Дантес быстро усвоил, что в России, «хотя и простирающейся далеко на север, по жилам бежит горячая кровь». Конечно, поразительные и фантастические вещи не были редкими в этой безбрежной, дикой стране:
Я почти забыл рассказать тебе то, о чем несколько последних дней говорит весь Петербург; вещь действительно ужасающая, и если ты соизволишь доверить ее одному из моих соотечественников, то из нее получится хороший роман; вот история: в окрестностях Новгорода есть женский монастырь, одна из монахинь известна по всей округе своей красотой. Драгунский офицер безнадежно влюбился в нее и преследовал ее целый год, после чего она внезапно согласилась его принять, при условии, что он придет в монастырь пешком и один.

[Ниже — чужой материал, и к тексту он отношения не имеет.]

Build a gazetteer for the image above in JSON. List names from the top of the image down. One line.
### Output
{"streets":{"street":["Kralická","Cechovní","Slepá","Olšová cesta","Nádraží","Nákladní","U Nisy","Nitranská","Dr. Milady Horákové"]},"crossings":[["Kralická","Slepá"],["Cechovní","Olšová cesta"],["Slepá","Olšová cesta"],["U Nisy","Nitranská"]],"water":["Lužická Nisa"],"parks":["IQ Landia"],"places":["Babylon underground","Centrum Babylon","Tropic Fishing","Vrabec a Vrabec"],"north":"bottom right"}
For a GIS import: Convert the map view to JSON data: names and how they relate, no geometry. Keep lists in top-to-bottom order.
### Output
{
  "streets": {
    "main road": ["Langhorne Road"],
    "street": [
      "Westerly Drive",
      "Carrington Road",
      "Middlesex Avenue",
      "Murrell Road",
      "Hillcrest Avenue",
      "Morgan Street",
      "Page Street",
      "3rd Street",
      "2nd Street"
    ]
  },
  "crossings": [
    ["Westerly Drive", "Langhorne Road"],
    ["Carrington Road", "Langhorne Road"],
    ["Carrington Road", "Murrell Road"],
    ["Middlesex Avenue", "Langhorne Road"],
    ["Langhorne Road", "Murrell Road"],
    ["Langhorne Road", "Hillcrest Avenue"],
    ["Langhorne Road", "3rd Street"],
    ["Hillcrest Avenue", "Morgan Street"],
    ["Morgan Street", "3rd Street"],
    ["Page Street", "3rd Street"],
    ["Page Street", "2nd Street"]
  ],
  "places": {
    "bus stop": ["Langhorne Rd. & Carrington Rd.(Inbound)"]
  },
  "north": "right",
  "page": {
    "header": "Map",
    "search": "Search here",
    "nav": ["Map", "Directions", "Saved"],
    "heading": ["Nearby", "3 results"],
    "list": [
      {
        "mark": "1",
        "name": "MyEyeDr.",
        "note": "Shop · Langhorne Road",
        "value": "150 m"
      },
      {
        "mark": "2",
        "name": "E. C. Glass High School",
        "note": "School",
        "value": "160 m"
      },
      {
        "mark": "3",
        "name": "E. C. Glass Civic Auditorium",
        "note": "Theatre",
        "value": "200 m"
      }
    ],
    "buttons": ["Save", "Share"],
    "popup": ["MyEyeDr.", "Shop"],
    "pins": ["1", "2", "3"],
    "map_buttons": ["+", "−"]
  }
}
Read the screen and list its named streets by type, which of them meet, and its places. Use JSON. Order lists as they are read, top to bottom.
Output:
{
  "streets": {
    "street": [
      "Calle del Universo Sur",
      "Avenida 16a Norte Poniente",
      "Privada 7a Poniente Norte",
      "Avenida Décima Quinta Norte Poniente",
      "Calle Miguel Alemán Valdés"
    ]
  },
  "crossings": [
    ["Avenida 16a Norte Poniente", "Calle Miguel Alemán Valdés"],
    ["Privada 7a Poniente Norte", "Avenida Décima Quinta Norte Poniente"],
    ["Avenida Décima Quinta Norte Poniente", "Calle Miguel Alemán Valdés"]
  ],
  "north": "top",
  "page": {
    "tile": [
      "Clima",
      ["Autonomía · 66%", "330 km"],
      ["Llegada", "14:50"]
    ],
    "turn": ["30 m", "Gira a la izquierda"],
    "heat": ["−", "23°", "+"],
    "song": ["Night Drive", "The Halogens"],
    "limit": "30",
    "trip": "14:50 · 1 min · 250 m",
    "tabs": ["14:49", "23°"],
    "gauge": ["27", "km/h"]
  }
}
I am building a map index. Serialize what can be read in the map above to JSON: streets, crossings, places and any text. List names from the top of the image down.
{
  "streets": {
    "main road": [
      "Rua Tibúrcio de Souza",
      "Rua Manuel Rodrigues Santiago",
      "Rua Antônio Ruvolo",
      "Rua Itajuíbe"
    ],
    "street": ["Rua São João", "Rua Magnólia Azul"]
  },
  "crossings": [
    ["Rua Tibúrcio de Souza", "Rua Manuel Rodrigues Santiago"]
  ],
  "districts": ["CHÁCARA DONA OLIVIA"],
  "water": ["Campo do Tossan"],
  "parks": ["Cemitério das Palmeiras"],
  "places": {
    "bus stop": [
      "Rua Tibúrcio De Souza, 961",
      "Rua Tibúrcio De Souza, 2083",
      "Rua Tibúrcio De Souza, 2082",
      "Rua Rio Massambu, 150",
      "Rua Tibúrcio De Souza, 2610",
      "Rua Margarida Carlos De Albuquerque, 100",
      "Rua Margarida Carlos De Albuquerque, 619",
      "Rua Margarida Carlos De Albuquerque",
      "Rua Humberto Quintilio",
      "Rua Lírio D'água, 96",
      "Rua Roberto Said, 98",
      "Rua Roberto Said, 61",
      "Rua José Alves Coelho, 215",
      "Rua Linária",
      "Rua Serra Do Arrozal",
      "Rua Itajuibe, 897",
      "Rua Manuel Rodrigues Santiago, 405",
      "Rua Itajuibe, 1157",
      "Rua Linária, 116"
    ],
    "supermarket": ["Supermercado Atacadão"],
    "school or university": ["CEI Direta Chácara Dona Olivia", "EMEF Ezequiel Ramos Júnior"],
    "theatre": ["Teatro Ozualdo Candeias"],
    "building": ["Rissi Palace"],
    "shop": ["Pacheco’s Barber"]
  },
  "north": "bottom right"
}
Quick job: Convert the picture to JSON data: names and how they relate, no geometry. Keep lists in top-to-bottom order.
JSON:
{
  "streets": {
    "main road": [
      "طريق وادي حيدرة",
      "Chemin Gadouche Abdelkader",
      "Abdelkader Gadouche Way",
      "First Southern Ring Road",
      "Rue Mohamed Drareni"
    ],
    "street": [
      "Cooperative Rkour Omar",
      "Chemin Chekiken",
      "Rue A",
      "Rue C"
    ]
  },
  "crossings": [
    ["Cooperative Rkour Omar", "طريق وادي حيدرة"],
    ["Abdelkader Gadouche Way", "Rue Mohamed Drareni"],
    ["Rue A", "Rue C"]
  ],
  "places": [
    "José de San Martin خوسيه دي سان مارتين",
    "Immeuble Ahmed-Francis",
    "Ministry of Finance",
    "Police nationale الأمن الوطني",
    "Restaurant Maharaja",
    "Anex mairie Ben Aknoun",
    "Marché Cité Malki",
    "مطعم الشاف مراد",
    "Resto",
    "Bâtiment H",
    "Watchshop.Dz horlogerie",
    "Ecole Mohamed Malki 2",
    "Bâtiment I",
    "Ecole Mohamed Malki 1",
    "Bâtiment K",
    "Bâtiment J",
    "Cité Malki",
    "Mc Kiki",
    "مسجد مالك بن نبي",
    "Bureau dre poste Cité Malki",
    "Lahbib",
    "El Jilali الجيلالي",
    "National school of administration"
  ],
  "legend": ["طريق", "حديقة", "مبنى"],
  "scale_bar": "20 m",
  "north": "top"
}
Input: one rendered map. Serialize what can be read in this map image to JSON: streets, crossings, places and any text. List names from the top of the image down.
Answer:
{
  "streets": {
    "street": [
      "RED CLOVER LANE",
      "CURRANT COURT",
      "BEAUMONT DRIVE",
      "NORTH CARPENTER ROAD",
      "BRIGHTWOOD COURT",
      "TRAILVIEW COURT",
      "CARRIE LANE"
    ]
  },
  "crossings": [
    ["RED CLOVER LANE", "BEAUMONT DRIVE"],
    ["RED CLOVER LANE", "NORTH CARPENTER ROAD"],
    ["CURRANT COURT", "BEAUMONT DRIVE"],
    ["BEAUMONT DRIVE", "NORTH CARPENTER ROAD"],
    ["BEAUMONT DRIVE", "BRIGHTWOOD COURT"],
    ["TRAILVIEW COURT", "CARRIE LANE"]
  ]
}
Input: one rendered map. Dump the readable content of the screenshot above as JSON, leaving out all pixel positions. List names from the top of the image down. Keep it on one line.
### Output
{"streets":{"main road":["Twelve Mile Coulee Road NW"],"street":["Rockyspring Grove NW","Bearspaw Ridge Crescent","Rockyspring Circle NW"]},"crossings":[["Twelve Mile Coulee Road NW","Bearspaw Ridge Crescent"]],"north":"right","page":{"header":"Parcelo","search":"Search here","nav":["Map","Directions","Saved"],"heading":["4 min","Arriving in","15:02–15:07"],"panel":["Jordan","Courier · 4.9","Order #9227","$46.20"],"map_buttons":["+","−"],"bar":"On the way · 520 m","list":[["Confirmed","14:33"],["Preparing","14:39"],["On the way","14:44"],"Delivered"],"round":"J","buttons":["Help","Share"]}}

В тот день он покинул свой дом около полуночи и явился в назначенное место, где нашел названную монахиню, которая, не говоря ни слова, провела его в монастырь. Прибыв в ее келью, он нашел великолепный обед со всевозможными винами, а после обеда попытался воспользоваться этим
То, что происходило на глазах Дантеса — отстраненных, невыразительных, бледно-голубых — напоминало ему истории из книг, о которых он только слышал: «Бедняга Платонов был три недели в ужасном состоянии — так влюбился в княгиню Б., что заперся дома и не хотел никого видеть, даже своих родственников… Он отказывается говорить со своими братом и сестрой. Он говорит, что очень болен; такое поведение неглупого молодого человека просто поразительно, потому что он влюблен так, как, говорят, это происходит у героев романов. Авторов последних я хорошо понимаю, надо же чем-то заполнить страницы, но это странно для человека, обладающего здравым смыслом; я надеюсь, он скоро положит конец этой глупости и вернется к нам, я без него очень скучаю». Осторожный и разумный Дантес не подозревал, что вскоре сам вступит в эксцентричное братство «бедняг», безумно влюбленных, как герои романов, — сам окажется в романе, таком же напряженном и с таким же кровавым концом, как и любой роман, написанный в его любимой и далекой Франции.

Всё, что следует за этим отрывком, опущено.